(Saved entries)
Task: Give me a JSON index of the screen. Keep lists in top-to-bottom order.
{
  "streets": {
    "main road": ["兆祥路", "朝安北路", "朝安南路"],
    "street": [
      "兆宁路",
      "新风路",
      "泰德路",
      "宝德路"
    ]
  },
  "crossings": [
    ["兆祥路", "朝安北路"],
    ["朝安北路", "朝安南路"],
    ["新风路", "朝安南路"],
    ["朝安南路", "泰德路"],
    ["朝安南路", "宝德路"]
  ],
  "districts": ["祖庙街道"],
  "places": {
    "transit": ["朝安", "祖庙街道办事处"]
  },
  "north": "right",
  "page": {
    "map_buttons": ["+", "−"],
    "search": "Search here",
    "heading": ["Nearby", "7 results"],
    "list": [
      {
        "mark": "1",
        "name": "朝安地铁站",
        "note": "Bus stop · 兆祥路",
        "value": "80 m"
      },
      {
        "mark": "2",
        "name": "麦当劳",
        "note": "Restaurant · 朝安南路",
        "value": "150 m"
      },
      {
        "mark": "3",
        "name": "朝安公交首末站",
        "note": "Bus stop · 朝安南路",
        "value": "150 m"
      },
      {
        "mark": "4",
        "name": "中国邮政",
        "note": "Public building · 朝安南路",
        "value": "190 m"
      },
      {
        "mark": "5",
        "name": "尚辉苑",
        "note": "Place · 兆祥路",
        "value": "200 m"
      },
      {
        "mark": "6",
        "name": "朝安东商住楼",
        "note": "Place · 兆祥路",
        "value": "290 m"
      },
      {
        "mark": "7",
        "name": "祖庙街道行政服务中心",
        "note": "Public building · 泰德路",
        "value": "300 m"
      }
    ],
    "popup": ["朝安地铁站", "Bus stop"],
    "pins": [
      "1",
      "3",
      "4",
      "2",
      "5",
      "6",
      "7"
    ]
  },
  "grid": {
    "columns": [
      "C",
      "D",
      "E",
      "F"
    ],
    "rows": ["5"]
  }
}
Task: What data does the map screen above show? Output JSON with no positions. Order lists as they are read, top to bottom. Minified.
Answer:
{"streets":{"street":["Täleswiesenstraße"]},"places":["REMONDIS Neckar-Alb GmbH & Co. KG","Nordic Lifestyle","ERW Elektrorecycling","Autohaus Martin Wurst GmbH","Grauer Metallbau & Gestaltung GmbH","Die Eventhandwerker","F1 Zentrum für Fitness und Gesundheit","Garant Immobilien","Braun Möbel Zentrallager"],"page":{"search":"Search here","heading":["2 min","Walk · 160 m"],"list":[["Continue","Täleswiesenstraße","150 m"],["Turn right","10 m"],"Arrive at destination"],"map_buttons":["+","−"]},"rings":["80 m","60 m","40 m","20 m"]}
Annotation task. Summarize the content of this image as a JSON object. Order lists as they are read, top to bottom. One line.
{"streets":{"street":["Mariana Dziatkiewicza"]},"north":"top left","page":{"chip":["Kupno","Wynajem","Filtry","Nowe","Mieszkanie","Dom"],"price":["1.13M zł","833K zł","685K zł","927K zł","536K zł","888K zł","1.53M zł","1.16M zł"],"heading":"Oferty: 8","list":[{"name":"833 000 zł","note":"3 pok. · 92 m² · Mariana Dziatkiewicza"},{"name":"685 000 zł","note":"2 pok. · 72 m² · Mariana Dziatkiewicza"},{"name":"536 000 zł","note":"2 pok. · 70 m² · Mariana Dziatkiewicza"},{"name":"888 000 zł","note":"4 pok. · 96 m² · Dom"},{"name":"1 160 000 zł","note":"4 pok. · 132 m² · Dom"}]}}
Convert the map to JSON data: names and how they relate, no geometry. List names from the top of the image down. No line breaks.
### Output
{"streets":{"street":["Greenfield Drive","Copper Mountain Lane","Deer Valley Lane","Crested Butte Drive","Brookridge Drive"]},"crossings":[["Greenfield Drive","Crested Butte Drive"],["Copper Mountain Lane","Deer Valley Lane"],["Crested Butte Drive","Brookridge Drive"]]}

What you are asked to do
The entries shown above must be restated word for word.

Result of this exercise
Task: Give me a JSON index of the screen. Keep lists in top-to-bottom order.
{
  "streets": {
    "main road": ["兆祥路", "朝安北路", "朝安南路"],
    "street": [
      "兆宁路",
      "新风路",
      "泰德路",
      "宝德路"
    ]
  },
  "crossings": [
    ["兆祥路", "朝安北路"],
    ["朝安北路", "朝安南路"],
    ["新风路", "朝安南路"],
    ["朝安南路", "泰德路"],
    ["朝安南路", "宝德路"]
  ],
  "districts": ["祖庙街道"],
  "places": {
    "transit": ["朝安", "祖庙街道办事处"]
  },
  "north": "right",
  "page": {
    "map_buttons": ["+", "−"],
    "search": "Search here",
    "heading": ["Nearby", "7 results"],
    "list": [
      {
        "mark": "1",
        "name": "朝安地铁站",
        "note": "Bus stop · 兆祥路",
        "value": "80 m"
      },
      {
        "mark": "2",
        "name": "麦当劳",
        "note": "Restaurant · 朝安南路",
        "value": "150 m"
      },
      {
        "mark": "3",
        "name": "朝安公交首末站",
        "note": "Bus stop · 朝安南路",
        "value": "150 m"
      },
      {
        "mark": "4",
        "name": "中国邮政",
        "note": "Public building · 朝安南路",
        "value": "190 m"
      },
      {
        "mark": "5",
        "name": "尚辉苑",
        "note": "Place · 兆祥路",
        "value": "200 m"
      },
      {
        "mark": "6",
        "name": "朝安东商住楼",
        "note": "Place · 兆祥路",
        "value": "290 m"
      },
      {
        "mark": "7",
        "name": "祖庙街道行政服务中心",
        "note": "Public building · 泰德路",
        "value": "300 m"
      }
    ],
    "popup": ["朝安地铁站", "Bus stop"],
    "pins": [
      "1",
      "3",
      "4",
      "2",
      "5",
      "6",
      "7"
    ]
  },
  "grid": {
    "columns": [
      "C",
      "D",
      "E",
      "F"
    ],
    "rows": ["5"]
  }
}
Task: What data does the map screen above show? Output JSON with no positions. Order lists as they are read, top to bottom. Minified.
Answer:
{"streets":{"street":["Täleswiesenstraße"]},"places":["REMONDIS Neckar-Alb GmbH & Co. KG","Nordic Lifestyle","ERW Elektrorecycling","Autohaus Martin Wurst GmbH","Grauer Metallbau & Gestaltung GmbH","Die Eventhandwerker","F1 Zentrum für Fitness und Gesundheit","Garant Immobilien","Braun Möbel Zentrallager"],"page":{"search":"Search here","heading":["2 min","Walk · 160 m"],"list":[["Continue","Täleswiesenstraße","150 m"],["Turn right","10 m"],"Arrive at destination"],"map_buttons":["+","−"]},"rings":["80 m","60 m","40 m","20 m"]}
Annotation task. Summarize the content of this image as a JSON object. Order lists as they are read, top to bottom. One line.
{"streets":{"street":["Mariana Dziatkiewicza"]},"north":"top left","page":{"chip":["Kupno","Wynajem","Filtry","Nowe","Mieszkanie","Dom"],"price":["1.13M zł","833K zł","685K zł","927K zł","536K zł","888K zł","1.53M zł","1.16M zł"],"heading":"Oferty: 8","list":[{"name":"833 000 zł","note":"3 pok. · 92 m² · Mariana Dziatkiewicza"},{"name":"685 000 zł","note":"2 pok. · 72 m² · Mariana Dziatkiewicza"},{"name":"536 000 zł","note":"2 pok. · 70 m² · Mariana Dziatkiewicza"},{"name":"888 000 zł","note":"4 pok. · 96 m² · Dom"},{"name":"1 160 000 zł","note":"4 pok. · 132 m² · Dom"}]}}
Convert the map to JSON data: names and how they relate, no geometry. List names from the top of the image down. No line breaks.
### Output
{"streets":{"street":["Greenfield Drive","Copper Mountain Lane","Deer Valley Lane","Crested Butte Drive","Brookridge Drive"]},"crossings":[["Greenfield Drive","Crested Butte Drive"],["Copper Mountain Lane","Deer Valley Lane"],["Crested Butte Drive","Brookridge Drive"]]}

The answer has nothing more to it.